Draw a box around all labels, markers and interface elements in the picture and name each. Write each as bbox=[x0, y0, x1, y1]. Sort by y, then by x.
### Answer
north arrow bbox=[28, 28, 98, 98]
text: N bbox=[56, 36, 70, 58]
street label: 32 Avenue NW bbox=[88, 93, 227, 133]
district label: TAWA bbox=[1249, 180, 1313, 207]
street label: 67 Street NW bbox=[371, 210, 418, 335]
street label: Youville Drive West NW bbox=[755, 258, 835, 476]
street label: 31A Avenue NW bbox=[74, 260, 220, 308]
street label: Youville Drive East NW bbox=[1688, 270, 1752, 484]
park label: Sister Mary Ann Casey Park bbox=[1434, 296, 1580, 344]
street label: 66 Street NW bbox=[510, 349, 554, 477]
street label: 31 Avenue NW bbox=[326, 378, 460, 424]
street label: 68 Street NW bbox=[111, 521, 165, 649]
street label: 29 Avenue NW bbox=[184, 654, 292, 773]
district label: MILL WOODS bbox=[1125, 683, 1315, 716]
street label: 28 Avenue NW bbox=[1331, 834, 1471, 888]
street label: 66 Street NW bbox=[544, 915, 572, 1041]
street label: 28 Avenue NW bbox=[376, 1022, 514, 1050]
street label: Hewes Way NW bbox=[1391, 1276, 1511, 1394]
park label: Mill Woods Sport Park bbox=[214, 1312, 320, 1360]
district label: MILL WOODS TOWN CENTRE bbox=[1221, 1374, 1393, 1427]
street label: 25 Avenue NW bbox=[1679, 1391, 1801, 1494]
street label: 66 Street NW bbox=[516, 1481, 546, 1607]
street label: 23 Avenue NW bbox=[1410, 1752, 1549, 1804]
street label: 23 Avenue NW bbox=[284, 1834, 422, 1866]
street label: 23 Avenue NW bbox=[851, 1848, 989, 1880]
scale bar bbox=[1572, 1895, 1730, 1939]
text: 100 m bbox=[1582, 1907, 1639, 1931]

######

**Work instruction**: Please show every line of the material that contains the string "Youville".

**Solution for this exercise**:
street label: Youville Drive West NW bbox=[755, 258, 835, 476]
street label: Youville Drive East NW bbox=[1688, 270, 1752, 484]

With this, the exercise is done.